**Task description:** Could you copy each line of the listing that holds "Scenic"?

**Task material:**
──────────────────────────────

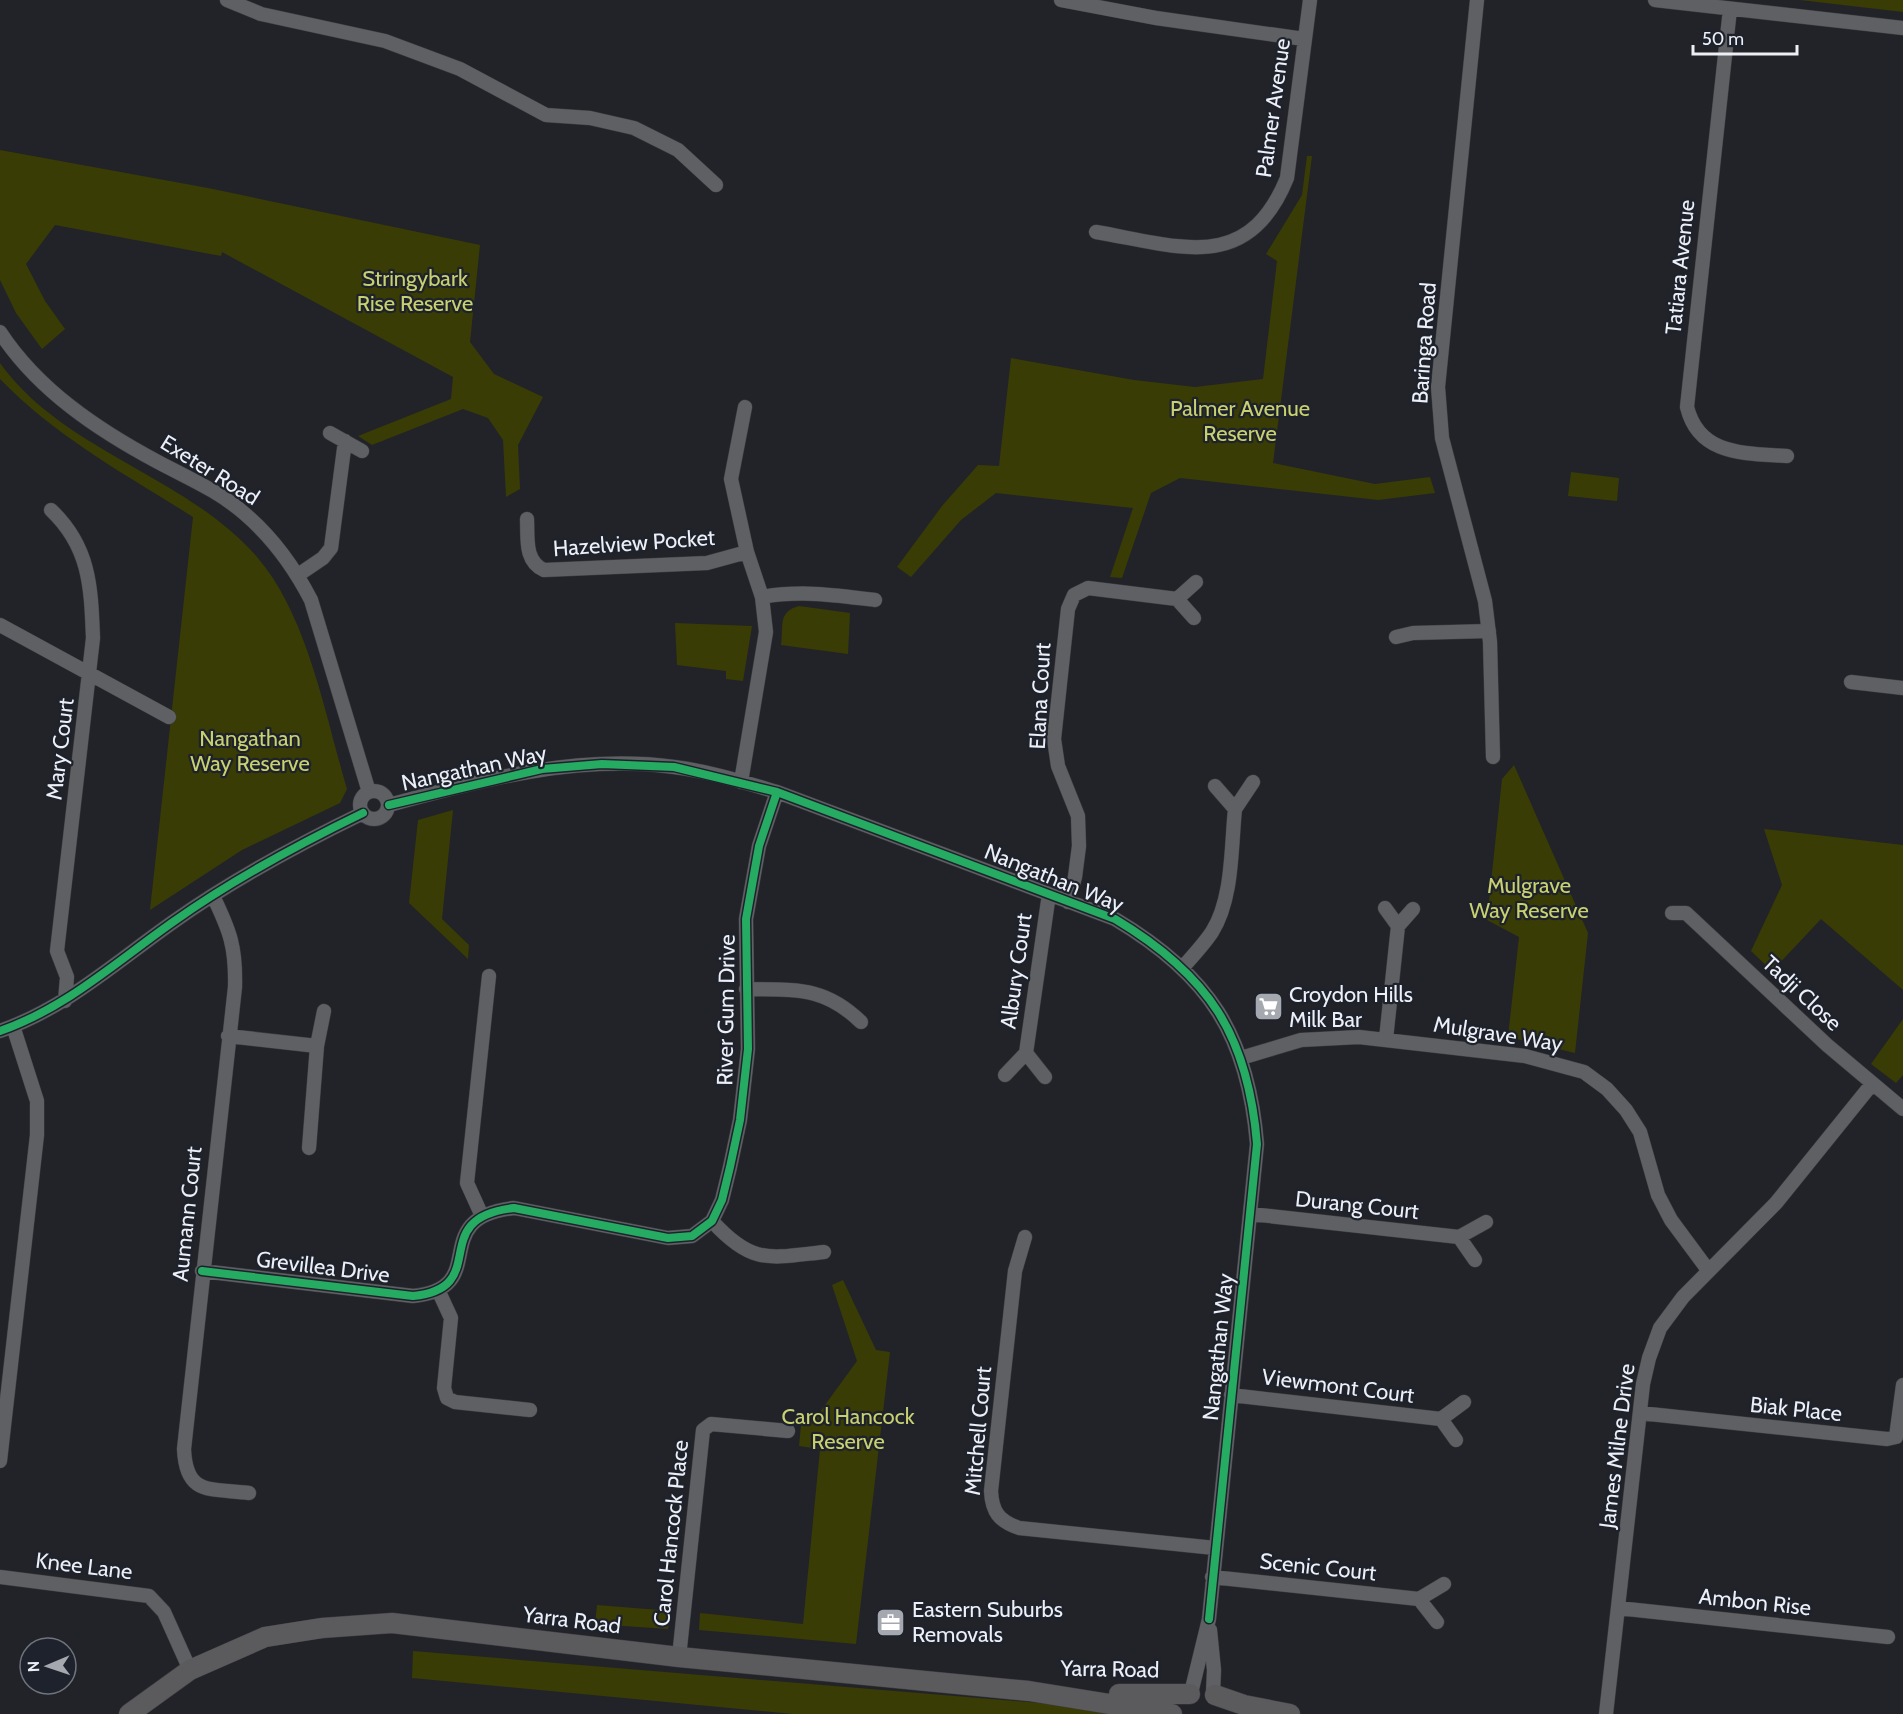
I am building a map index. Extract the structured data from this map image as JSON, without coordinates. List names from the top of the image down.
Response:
{
  "streets": {
    "main road": ["Yarra Road"],
    "street": [
      "Palmer Avenue",
      "Tatiara Avenue",
      "Baringa Road",
      "Exeter Road",
      "Hazelview Pocket",
      "Elana Court",
      "Mary Court",
      "Nangathan Way",
      "Albury Court",
      "Tadji Close",
      "River Gum Drive",
      "Mulgrave Way",
      "Durang Court",
      "Aumann Court",
      "Grevillea Drive",
      "Viewmont Court",
      "Biak Place",
      "Mitchell Court",
      "James Milne Drive",
      "Carol Hancock Place",
      "Knee Lane",
      "Scenic Court",
      "Ambon Rise"
    ]
  },
  "crossings": [
    ["Exeter Road", "Nangathan Way"],
    ["Elana Court", "Nangathan Way"],
    ["Nangathan Way", "Albury Court"],
    ["Nangathan Way", "River Gum Drive"],
    ["Nangathan Way", "Mulgrave Way"],
    ["Nangathan Way", "Durang Court"],
    ["Nangathan Way", "Viewmont Court"],
    ["Nangathan Way", "Mitchell Court"],
    ["Nangathan Way", "Scenic Court"],
    ["Nangathan Way", "Yarra Road"],
    ["Tadji Close", "James Milne Drive"],
    ["Mulgrave Way", "James Milne Drive"],
    ["Aumann Court", "Grevillea Drive"],
    ["Biak Place", "James Milne Drive"],
    ["James Milne Drive", "Ambon Rise"],
    ["Carol Hancock Place", "Yarra Road"],
    ["Knee Lane", "Yarra Road"]
  ],
  "parks": [
    "Stringybark Rise Reserve",
    "Palmer Avenue Reserve",
    "Nangathan Way Reserve",
    "Mulgrave Way Reserve",
    "Carol Hancock Reserve"
  ],
  "places": {
    "supermarket": ["Croydon Hills Milk Bar"],
    "office": ["Eastern Suburbs Removals"]
  },
  "scale_bar": "50 m",
  "north": "left"
}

──────────────────────────────

**Your solution:**
      "Scenic Court",
    ["Nangathan Way", "Scenic Court"],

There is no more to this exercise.